Algumas ações práticas são especialmente eficazes neste período do ano:

  • Campanhas internas de conscientização, relembrando as diretrizes da política de brindes e presentes;
  • Comunicados institucionais do Conselho ou da Diretoria reforçando o compromisso com a integridade nas relações de fim de ano;
  • Canal de dúvidas, para que colaboradores possam perguntar antes de aceitar ou oferecer algo;
  • Orientações específicas para o relacionamento com o setor público e parceiros estratégicos.

Quando a cultura de integridade é fortalecida, as pessoas passam a fazer escolhas mais conscientes e a reputação da empresa se consolida como reflexo desse comportamento.

O Desafio Cultural

Um dos grandes desafios é equilibrar a sensibilidade cultural com a necessidade de controle. Em muitos contextos, a troca de presentes é vista como gesto de respeito e gratidão, e negar ou devolver um presente pode ser interpretado como descortesia.

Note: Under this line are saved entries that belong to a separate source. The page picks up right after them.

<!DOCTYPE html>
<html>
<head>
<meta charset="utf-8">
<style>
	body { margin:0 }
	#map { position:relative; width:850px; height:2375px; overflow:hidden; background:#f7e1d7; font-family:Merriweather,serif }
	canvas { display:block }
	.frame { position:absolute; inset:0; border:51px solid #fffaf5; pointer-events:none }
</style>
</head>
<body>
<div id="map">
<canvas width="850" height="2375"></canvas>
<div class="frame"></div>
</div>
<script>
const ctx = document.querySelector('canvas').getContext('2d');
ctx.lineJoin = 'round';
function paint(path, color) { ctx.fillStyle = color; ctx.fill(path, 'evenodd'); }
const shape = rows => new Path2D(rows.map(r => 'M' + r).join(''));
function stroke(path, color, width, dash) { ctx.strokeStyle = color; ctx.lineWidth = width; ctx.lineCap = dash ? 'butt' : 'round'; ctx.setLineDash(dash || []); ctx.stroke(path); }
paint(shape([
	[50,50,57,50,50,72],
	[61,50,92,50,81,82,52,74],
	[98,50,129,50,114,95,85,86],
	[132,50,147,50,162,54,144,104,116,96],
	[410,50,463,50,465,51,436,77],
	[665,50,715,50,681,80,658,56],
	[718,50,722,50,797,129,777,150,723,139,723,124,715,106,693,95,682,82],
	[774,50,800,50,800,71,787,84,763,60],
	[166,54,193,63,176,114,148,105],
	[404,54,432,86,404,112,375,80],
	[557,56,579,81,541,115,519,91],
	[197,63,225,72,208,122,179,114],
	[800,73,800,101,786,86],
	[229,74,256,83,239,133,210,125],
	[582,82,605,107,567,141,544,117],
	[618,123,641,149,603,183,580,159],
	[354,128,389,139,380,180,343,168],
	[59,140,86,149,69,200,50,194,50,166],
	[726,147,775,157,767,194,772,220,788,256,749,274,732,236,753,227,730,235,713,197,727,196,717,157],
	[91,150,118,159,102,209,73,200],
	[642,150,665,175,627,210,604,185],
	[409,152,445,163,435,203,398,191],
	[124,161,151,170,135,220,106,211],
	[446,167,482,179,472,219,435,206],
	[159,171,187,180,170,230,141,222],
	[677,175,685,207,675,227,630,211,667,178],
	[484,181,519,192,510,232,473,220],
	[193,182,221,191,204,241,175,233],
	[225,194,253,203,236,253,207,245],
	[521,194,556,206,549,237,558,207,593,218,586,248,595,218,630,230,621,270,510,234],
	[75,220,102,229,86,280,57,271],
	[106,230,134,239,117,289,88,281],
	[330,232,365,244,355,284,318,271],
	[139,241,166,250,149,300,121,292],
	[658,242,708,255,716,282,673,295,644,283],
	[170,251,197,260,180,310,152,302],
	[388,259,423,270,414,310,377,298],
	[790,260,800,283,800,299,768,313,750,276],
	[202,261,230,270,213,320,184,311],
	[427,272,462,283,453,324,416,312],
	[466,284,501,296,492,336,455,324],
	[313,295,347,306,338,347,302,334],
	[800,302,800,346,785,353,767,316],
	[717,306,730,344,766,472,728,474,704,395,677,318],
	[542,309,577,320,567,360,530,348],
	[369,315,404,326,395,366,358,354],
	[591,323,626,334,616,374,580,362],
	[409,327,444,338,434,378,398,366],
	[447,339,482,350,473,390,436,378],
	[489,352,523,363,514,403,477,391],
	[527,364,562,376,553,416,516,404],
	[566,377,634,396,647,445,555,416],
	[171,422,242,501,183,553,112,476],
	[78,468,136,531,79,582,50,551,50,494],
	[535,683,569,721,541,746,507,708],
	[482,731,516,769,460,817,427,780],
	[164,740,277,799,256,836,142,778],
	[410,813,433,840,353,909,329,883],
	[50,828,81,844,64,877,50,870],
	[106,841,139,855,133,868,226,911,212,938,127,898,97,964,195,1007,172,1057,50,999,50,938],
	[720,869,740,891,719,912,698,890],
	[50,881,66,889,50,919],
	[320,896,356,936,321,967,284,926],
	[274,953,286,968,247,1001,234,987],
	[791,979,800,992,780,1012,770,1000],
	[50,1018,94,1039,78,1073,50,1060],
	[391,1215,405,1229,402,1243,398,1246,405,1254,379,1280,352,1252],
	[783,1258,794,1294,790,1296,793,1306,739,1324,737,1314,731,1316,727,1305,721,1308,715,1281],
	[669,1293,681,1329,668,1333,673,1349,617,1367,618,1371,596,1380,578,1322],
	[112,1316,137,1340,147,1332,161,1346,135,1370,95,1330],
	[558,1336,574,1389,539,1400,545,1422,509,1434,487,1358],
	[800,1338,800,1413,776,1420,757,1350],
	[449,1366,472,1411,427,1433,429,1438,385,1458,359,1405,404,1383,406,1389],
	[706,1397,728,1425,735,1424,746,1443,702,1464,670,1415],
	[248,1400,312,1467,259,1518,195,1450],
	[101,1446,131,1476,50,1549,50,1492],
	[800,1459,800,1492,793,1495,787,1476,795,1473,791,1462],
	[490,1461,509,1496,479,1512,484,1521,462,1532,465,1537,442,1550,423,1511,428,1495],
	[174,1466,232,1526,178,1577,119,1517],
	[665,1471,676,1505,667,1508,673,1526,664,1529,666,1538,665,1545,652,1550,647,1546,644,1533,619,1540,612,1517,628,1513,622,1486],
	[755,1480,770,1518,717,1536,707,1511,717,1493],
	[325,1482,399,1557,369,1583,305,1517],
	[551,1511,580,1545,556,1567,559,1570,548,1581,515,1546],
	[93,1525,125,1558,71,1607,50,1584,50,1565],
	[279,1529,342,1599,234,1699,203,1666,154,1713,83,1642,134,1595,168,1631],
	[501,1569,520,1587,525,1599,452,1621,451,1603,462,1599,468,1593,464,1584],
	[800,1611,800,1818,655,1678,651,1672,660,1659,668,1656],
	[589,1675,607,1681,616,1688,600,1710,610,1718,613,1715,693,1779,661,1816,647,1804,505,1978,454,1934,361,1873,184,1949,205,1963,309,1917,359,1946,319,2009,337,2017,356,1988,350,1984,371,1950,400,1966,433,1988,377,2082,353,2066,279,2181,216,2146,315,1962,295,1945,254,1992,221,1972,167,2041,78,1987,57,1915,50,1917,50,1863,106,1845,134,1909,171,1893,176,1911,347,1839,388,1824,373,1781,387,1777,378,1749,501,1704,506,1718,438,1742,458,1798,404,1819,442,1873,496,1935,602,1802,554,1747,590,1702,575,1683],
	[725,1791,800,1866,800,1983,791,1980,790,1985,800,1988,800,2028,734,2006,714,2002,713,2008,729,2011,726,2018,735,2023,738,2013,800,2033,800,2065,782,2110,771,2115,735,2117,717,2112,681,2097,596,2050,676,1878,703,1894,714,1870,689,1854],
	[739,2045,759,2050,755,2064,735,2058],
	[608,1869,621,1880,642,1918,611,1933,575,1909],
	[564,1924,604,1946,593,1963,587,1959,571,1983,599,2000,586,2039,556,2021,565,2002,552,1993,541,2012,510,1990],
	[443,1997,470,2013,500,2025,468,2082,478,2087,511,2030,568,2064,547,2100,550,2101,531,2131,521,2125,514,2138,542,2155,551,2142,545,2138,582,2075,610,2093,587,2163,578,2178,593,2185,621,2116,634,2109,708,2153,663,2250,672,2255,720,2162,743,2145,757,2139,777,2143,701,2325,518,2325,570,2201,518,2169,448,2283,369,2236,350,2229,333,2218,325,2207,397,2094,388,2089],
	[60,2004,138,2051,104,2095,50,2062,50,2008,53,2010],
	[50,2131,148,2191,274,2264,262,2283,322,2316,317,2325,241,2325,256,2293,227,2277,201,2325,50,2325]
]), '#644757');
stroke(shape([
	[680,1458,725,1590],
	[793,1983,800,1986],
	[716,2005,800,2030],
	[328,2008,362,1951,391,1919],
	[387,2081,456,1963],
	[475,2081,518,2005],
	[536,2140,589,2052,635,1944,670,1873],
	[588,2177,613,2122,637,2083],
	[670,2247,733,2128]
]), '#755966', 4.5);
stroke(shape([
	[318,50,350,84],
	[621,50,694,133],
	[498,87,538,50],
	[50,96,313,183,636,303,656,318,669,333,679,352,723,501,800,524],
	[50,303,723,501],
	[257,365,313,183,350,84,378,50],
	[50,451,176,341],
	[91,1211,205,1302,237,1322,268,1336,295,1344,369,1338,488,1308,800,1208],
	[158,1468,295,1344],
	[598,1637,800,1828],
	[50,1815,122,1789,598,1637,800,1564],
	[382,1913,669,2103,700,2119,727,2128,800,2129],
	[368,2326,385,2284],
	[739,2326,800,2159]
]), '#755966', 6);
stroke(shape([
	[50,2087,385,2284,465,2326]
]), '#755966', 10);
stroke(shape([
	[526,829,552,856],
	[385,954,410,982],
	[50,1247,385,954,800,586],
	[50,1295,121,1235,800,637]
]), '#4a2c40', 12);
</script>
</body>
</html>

Por isso, é importante que a política da empresa seja realista e proporcional, considerando os costumes locais, mas sem abrir mão dos princípios de integridade.

Brindes institucionais de pequeno valor, produzidos em escala e sem personalização (como agendas, canetas, ecobags, cafés ou produtos locais) são, em geral, aceitáveis, desde que acompanhados de transparência e moderação.

A chave é evitar situações que possam parecer exclusivas, direcionadas ou vantajosas, especialmente quando há decisões comerciais ou contratuais em curso.

O Fim de Ano Ideal

O período de encerramento do ano é uma excelente oportunidade para reforçar valores, reconhecer esforços e celebrar conquistas coletivas.

O espírito de confraternização é legítimo e o que o compliance propõe é que ele ocorra de forma ética, transparente e equilibrada. Mais do que presentes, o que consolida parcerias e reputações sólidas são relações baseadas em confiança, respeito e propósito comum.

Brindes e lembranças são bem-vindos quando representam o símbolo de algo maior: uma relação construída com integridade.

Conclusão

Presentes e brindes fazem parte da vida corporativa, especialmente no final do ano, quando o desejo de agradecer e celebrar é natural. O que se busca, dentro de uma cultura de governança, é preservar a legitimidade dessas práticas, garantindo que elas nunca comprometam a ética ou a reputação da organização.

Em última análise, o presente mais valioso que uma empresa pode oferecer é a confiança, tanto internamente, quanto aos seus parceiros, clientes e à sociedade.

Assim, ao escolher um brinde ou decidir aceitar um presente, vale sempre lembrar: a integridade é o melhor cartão de visitas que uma empresa pode entregar.